▶ _Exercise instructions_:
Could you set down exactly the lines in the records below between the line holding "613px,280px 616px,292px 639px,290px" and the line holding "719px,91px 775px,114px 823px,54px", inclusive?
== Records shown
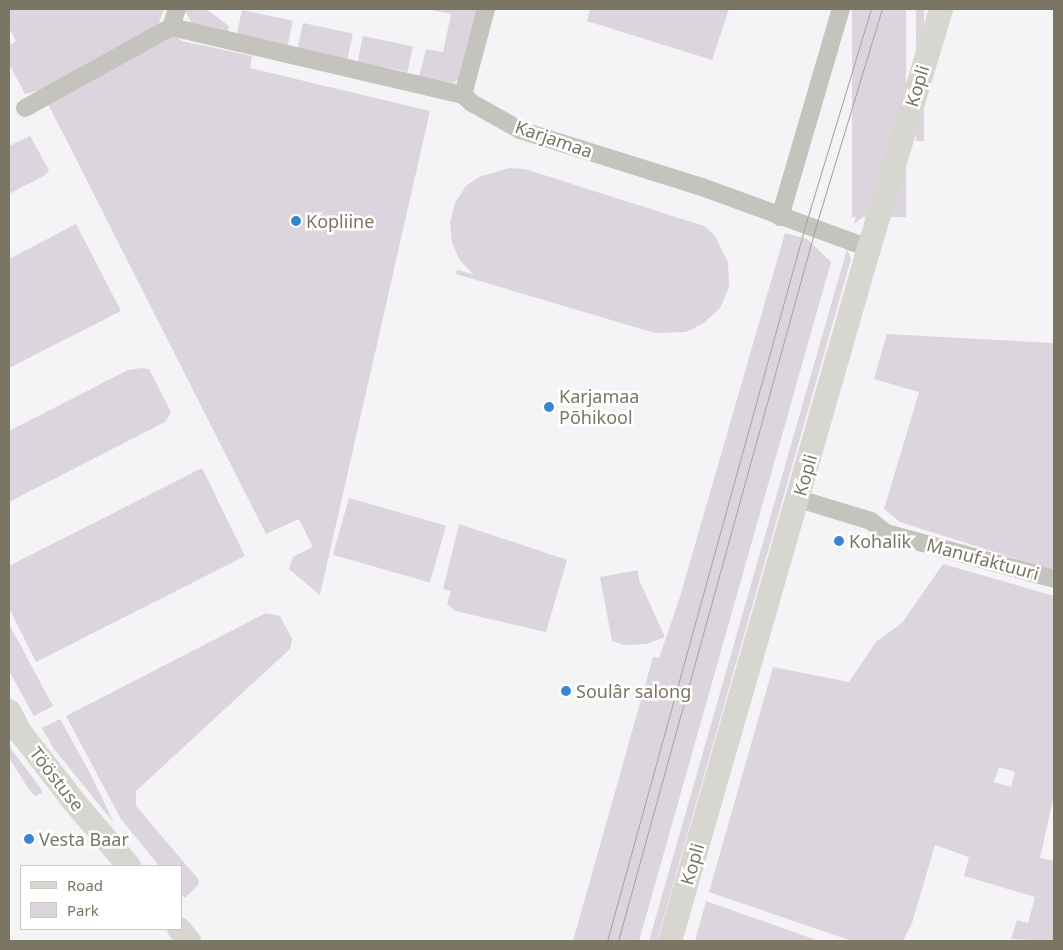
<!DOCTYPE html>
<meta charset="utf-8">
<style>
body{margin:0}
#map{position:relative;width:1063px;height:950px;overflow:hidden;background:#f4f3f6;font-family:"Noto Sans",sans-serif}
div>[style]{position:absolute}
[style*='--x']{left:calc(var(--x)*1px);top:calc(var(--y)*1px);width:calc(var(--w)*1px);rotate:calc(var(--a)*1deg)}
.green>*{inset:0;background:#dcd5dd;transform-origin:0 0}
.street>*{height:18px;margin:-9px;padding:0 9px;transform-origin:9px;border-radius:9px;background:#c5c3be}
.secondary>*{height:24px;margin:-12px;padding:0 12px;transform-origin:12px;border-radius:12px;background:#d8d6d1}
.tram>*{height:1px;margin:-0.5px;padding:0 0.5px;transform-origin:0.5px;border-radius:0.5px;background:#a7a49c}
.dots>*{width:14px;height:14px;translate:-50% -50%;box-sizing:border-box;border:2px solid #fff;border-radius:50%}
span{translate:-50% -50%;white-space:nowrap;text-align:center;line-height:1.15;-webkit-text-stroke:5px #fff;paint-order:stroke}
.street-label{font-size:18px;color:#7b7564}
.poi-label{font-size:18px;color:#7b7564}
.left{translate:0 -50%;text-align:left}
.frame{position:absolute;inset:0;border:10px solid #7b7564;pointer-events:none}
.legend{position:absolute;left:20px;top:865px;width:162px;height:65px;box-sizing:border-box;background:#fff;border:1px solid #cac8c1;margin:0;padding:6px 9px;list-style:none;font-size:15px;color:#7b7564}
.legend li{display:flex;align-items:center;gap:10px;height:25px}
.legend b{width:25px;border:1px solid #cac8c1}
</style>
<div id="map">
<div class="green">
<i style="clip-path:polygon(9px 9px,164px 9px,158px 25px,182px 41px,252px 56px,250px 68px,430px 111px,320px 595px,289px 569px,293px 557px,313px 547px,299px 519px,266px 534px,41px 90px,25px 94px,9px 64px,9px 46px,16px 41px,9px 28px)"></i>
<i style="clip-path:polygon(184px 9px,206px 9px,229px 26px,228px 34px,194px 27px)"></i>
<i style="clip-path:polygon(427px 9px,479px 9px,460px 78px,454px 83px,419px 76px,426px 49px,443px 52px,451px 14px)"></i>
<i style="clip-path:polygon(590px 9px,729px 9px,712px 60px,587px 21px)"></i>
<i style="left:852px;top:9px;width:54px;height:208px"></i>
<i style="left:916px;top:9px;width:8px;height:132px"></i>
<i style="left:242px;top:10px;width:52px;height:26px;rotate:12deg"></i>
<i style="left:303px;top:23px;width:51px;height:27px;rotate:12deg"></i>
<i style="left:363px;top:36px;width:51px;height:26px;rotate:12deg"></i>
<i style="clip-path:polygon(30px 136px,49px 170px,45px 175px,9px 194px,9px 146px)"></i>
<i style="clip-path:polygon(871px 163px,878px 165px,863px 217px,854px 224px)"></i>
<i style="clip-path:polygon(509px 168px,525px 169px,704px 226px,715px 236px,728px 262px,729px 288px,720px 308px,704px 323px,686px 332px,655px 333px,456px 274px,457px 270px,473px 274px,459px 259px,452px 242px,450px 223px,455px 203px,466px 186px,479px 177px)"></i>
<i style="clip-path:polygon(76px 224px,121px 311px,9px 368px,9px 259px)"></i>
<i style="clip-path:polygon(785px 233px,807px 239px,831px 262px,639px 941px,573px 941px,653px 657px,659px 658px,679px 600px)"></i>
<i style="clip-path:polygon(847px 249px,851px 259px,657px 941px,649px 941px)"></i>
<i style="clip-path:polygon(887px 334px,1054px 343px,1054px 571px,900px 522px,884px 509px,919px 392px,874px 379px)"></i>
<i style="clip-path:polygon(142px 368px,149px 369px,171px 412px,165px 422px,9px 502px,9px 431px,128px 370px)"></i>
<i style="clip-path:polygon(202px 468px,245px 556px,36px 662px,9px 608px,9px 566px)"></i>
<i style="left:349px;top:498px;width:101px;height:59px;rotate:16deg"></i>
<i style="clip-path:polygon(459px 524px,567px 560px,546px 632px,455px 611px,447px 604px,451px 591px,443px 589px)"></i>
<i style="clip-path:polygon(evenodd,943px 564px,1054px 596px,1054px 795px,1040px 858px,1054px 861px,1054px 941px,1011px 939px,1017px 920px,1028px 923px,1035px 897px,964px 876px,969px 857px,935px 845px,912px 923px,903px 941px,852px 941px,709px 892px,773px 667px,849px 682px,876px 642px,902px 623px,943px 564px,999px 767px,1015px 772px,1011px 787px,994px 782px,999px 767px)"></i>
<i style="clip-path:polygon(638px 570px,639px 580px,665px 637px,646px 644px,624px 645px,612px 641px,600px 577px)"></i>
<i style="clip-path:polygon(266px 613px,280px 616px,292px 639px,290px 649px,136px 791px,136px 806px,199px 880px,198px 885px,185px 898px,181px 894px,181px 866px,159px 866px,121px 819px,66px 716px)"></i>
<i style="clip-path:polygon(9px 624px,53px 706px,34px 716px,9px 671px)"></i>
<i style="clip-path:polygon(60px 719px,91px 775px,114px 823px,54px 749px,42px 728px)"></i>
<i style="clip-path:polygon(9px 746px,42px 790px,42px 793px,35px 796px,28px 788px,9px 758px)"></i>
<i style="clip-path:polygon(706px 901px,819px 941px,695px 941px)"></i>
</div>
<div class="street">
<i style="--x:171;--y:27;--w:300;--a:13.1"></i>
<i style="--x:463;--y:95;--w:12;--a:42"></i>
<i style="--x:472;--y:103;--w:55;--a:29.4"></i>
<i style="--x:520;--y:130;--w:191;--a:17.4"></i>
<i style="--x:702;--y:187;--w:178;--a:20.1"></i>
<i style="--x:171;--y:27;--w:19;--a:-72"></i>
<i style="--x:463;--y:95;--w:89;--a:-75"></i>
<i style="--x:25;--y:108;--w:167;--a:-29"></i>
<i style="--x:780;--y:217;--w:217;--a:-73.7"></i>
<i style="--x:799;--y:499;--w:75;--a:17"></i>
<i style="--x:871;--y:521;--w:19;--a:39"></i>
<i style="--x:886;--y:533;--w:174;--a:15.3"></i>
</div>
<div class="secondary">
<i style="--x:9;--y:711;--w:24;--a:62"></i>
<i style="--x:20;--y:732;--w:90;--a:52.2"></i>
<i style="--x:75;--y:803;--w:83;--a:49.4"></i>
<i style="--x:179;--y:929;--w:16;--a:50"></i>
<i style="--x:670;--y:941;--w:721;--a:-73.98"></i>
<i style="--x:869;--y:248;--w:250;--a:-73.2"></i>
</div>
<div class="tram">
<i style="--x:607;--y:941;--w:742;--a:-74.52"></i>
<i style="--x:805;--y:226;--w:227;--a:-73.1"></i>
<i style="--x:618;--y:941;--w:739;--a:-74.53"></i>
<i style="--x:815;--y:229;--w:230;--a:-73.1"></i>
</div>
<div class="dots">
<i style="left:296px;top:221px;background:#3885d1"></i>
<i style="left:549px;top:407px;background:#3885d1"></i>
<i style="left:839px;top:541px;background:#3885d1"></i>
<i style="left:566px;top:691px;background:#3885d1"></i>
<i style="left:29px;top:839px;background:#3885d1"></i>
</div>
<div class="street-label">
<span style="left:917px;top:86px;rotate:-73deg">Kopli</span>
<span style="left:554px;top:139px;rotate:19deg">Karjamaa</span>
<span style="left:805px;top:475px;rotate:-74deg">Kopli</span>
<span style="left:983px;top:559px;rotate:15deg">Manufaktuuri</span>
<span style="left:57px;top:779px;rotate:52deg">Tööstuse</span>
<span style="left:692px;top:864px;rotate:-74deg">Kopli</span>
</div>
<div class="poi-label">
<span class="left" style="left:306px;top:221px">Kopliine</span>
<span class="left" style="left:559px;top:407px">Karjamaa<br>Põhikool</span>
<span class="left" style="left:849px;top:541px">Kohalik</span>
<span class="left" style="left:576px;top:691px">Soulâr salong</span>
<span class="left" style="left:39px;top:839px">Vesta Baar</span>
</div>
<div class="frame"></div>
<ul class="legend">
<li><b style="height:6px;background:#d8d6d1"></b>Road</li>
<li><b style="height:14px;background:#dcd5dd"></b>Park</li>
</ul>
</div>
====
▶ _Exercise result_:
<i style="clip-path:polygon(266px 613px,280px 616px,292px 639px,290px 649px,136px 791px,136px 806px,199px 880px,198px 885px,185px 898px,181px 894px,181px 866px,159px 866px,121px 819px,66px 716px)"></i>
<i style="clip-path:polygon(9px 624px,53px 706px,34px 716px,9px 671px)"></i>
<i style="clip-path:polygon(60px 719px,91px 775px,114px 823px,54px 749px,42px 728px)"></i>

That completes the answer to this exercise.